Di fronte a tutto ciò, che fare? La partita che si giocherà nei prossimi mesi sarà risolutiva, davvero, in un senso o nell'altro. Stavolta la posta in gioco non è tanto il deficit democratico delle istituzioni europee - e quindi, ad esempio, se dare più potere al Parlamento - ma l'esistenza o meno del P.E. pur con i sui modesti attuali poteri. Non tanto il grado maggiore o minore di federalismo da inserire nella struttura comunitaria, ma l'esistenza stessa della Comunità. Insomma, il fallimento di Maastricht è anche il fallimento della teoria che ha presieduto sinora ai destini della Comunità: "orsù, mettiamo in comune settore per settore, a partire dall'economia, e l'integrazione politica risulterà inevitabile". Così non è stato, anzi questo tipo di modello privo di contrappesi democratici e esageratamente centralista ha finito per far passare per buona la tesi secondo cui, solo restituendo sempre più competenze agli Stati nazionali, si sarebbero trovate basi democratiche per stare insieme.

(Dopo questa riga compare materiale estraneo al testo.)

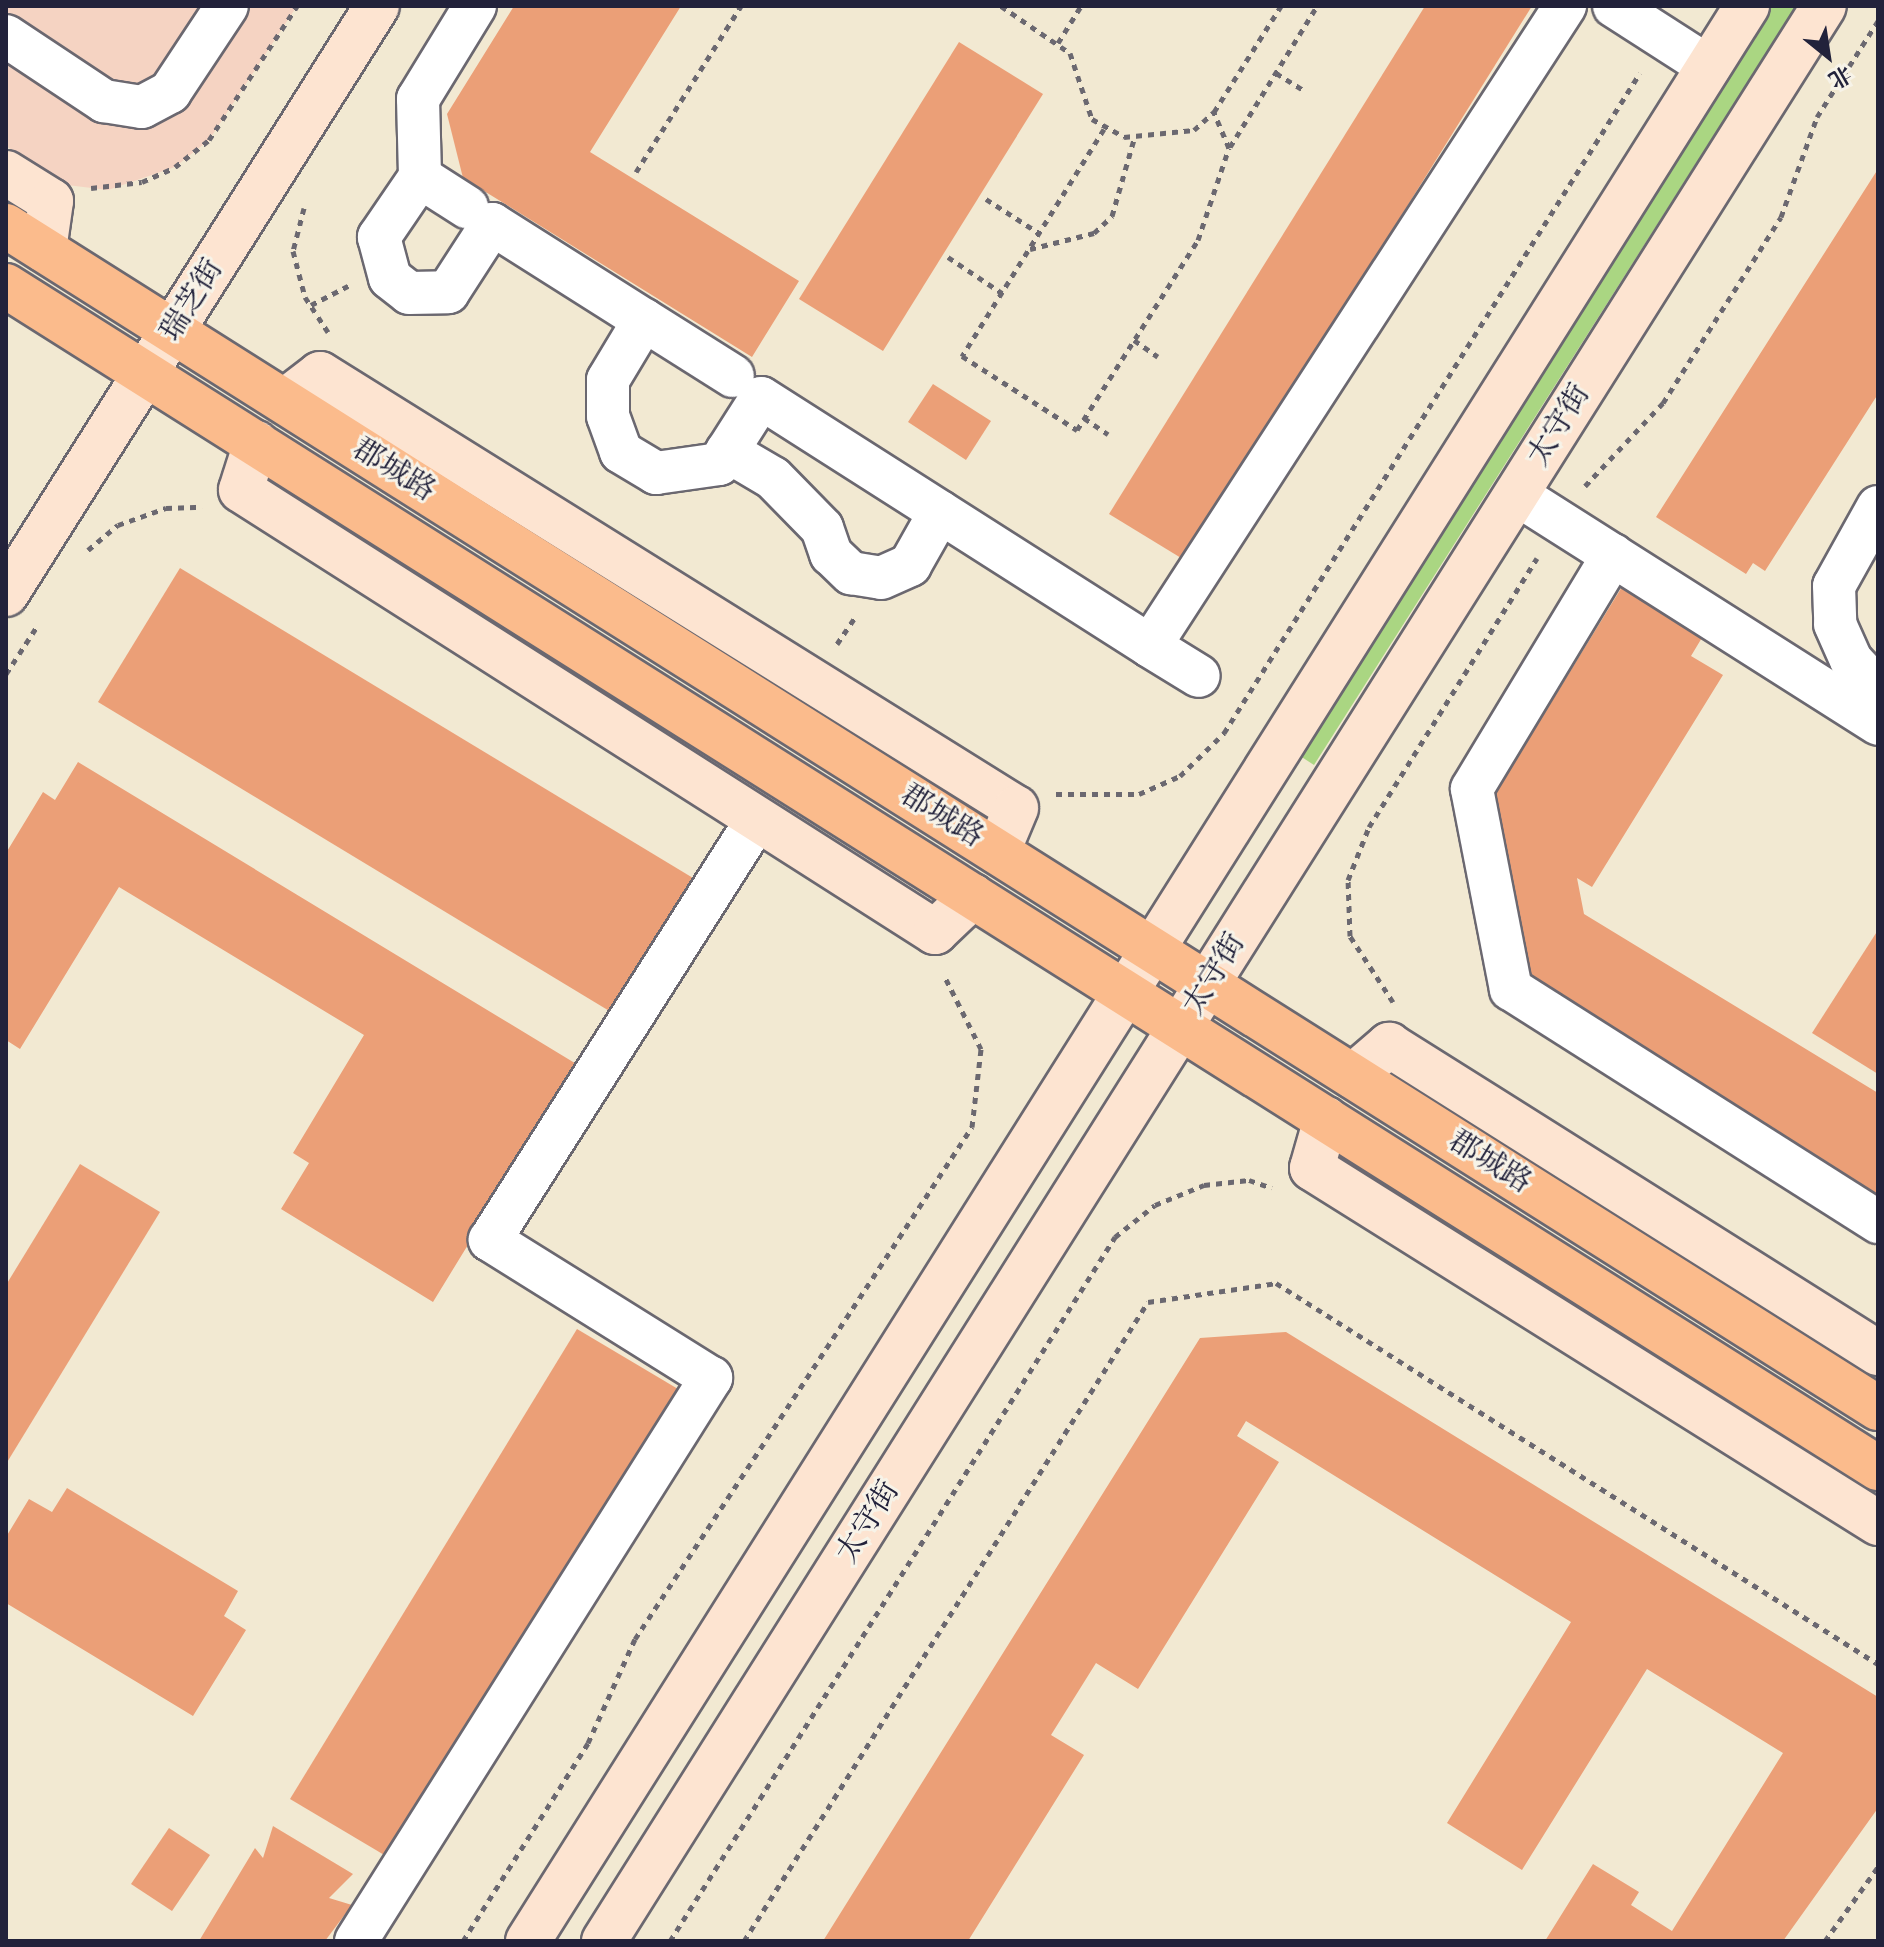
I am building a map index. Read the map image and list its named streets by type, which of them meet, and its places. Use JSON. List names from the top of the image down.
{
  "streets": {
    "main road": ["郡城路"],
    "street": ["瑞芝街", "太守街"]
  },
  "crossings": [
    ["瑞芝街", "郡城路"],
    ["太守街", "郡城路"]
  ],
  "north": "bottom right"
}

Tocca ai radicali, già alle prossime elezioni

La mancanza di un progetto ambizioso e coerente in senso federale, e gli errori della Commissione europea sono tra le cause principali di una situazione nella quale solo i nemici ostinati della costruzione europea possono muovere le loro pedine, aspettando i due vertici europei di fine ottobre e dicembre prossimi per portare la stoccata finale al modello attuale della Comunità ed al suo embrione di struttura federale, a beneficio di una sorta di "Santa Alleanza" dei governi. Bene, su tutto ciò l'Europa "ufficiale" è muta: muti gli europeisti da salotto che pontificavano su Maastricht, muti i prestigiosi capi di Stato e di governo, muto lo stesso Parlamento europeo, che assiste inerte ai progetti di sua virtuale dissoluzione. E' tempo che il Partito radicale di nuovo riprenda la testa di un'iniziativa forte, autorevole, transnazionale, per far fronte al tentativo di svendita e costruire l'Europa federale, gli Stati Uniti d'Europa del progetto Spinelli, delle battaglie di tutti questi anni. Il presidente della

Commissione CEE, Jacques Delors, che ha l'arte di lanciare bei progetti e luminosi scenari soprattutto nei luoghi e nei tempi che scongiurano una loro pur piccola applicazione, ha ancora una volta compiuto uno dei suoi piccoli capolavori oratori, lasciandosi scappare l'idea che chi propugna questa politica, questa esigenza di rivendicare un'Europa federale, si unisca attraverso le frontiere nazionali e partitiche fino dalla prossima campagna elettorale per il PE, ponendo e imponendo questo obiettivo, questo scopo comune. Ebbene, occorre che ciò accada davvero: occorre proporre un'alternativa quasi referendaria agli elettori del prossimo giugno. Le consultazioni popolari francesi e danesi su Maastricht hanno dimostrato che l'Europa divide i partiti, gli schieramenti nazionali tradizionali, la "destra", la "sinistra", i Verdi, proprio perchè è già un tema "forte", una dimensione a sé, che come tale deve essere affrontata. Occorrono liste "federaliste europee" da presentare in tutti i paesi perché su questo -

su quale Europa si vuole, sul perché si viene eletti a Strasburgo, a fare che - si instauri il dibattito elettorale, nel momento in cui la domanda di Europa sale non solo dai paesi scandinavi e dall'Austria, ma da tutti i paesi dell'Europa centrale e orientale, per i quali l'ancoraggio ad un'Europa democratica può rappresentare la salvezza rispetto ad una più che probabile involuzione autoritaria e nazionalista. Occorre un rilancio forte, da subito, rispetto ai progetti che sono nell'aria (Andreatta, per esempio, ha ripreso la vecchia idea di proporre a chi ci sta un'integrazione federale, a sei, o a sette paesi). Occorre insomma impegnarsi perché l'idea di una federazione dei popoli, delle regioni d'Europa non venga seppellita per sempre. Occorre, per questo, dar forza al Partito radicale: insieme, forse, possiamo farcela.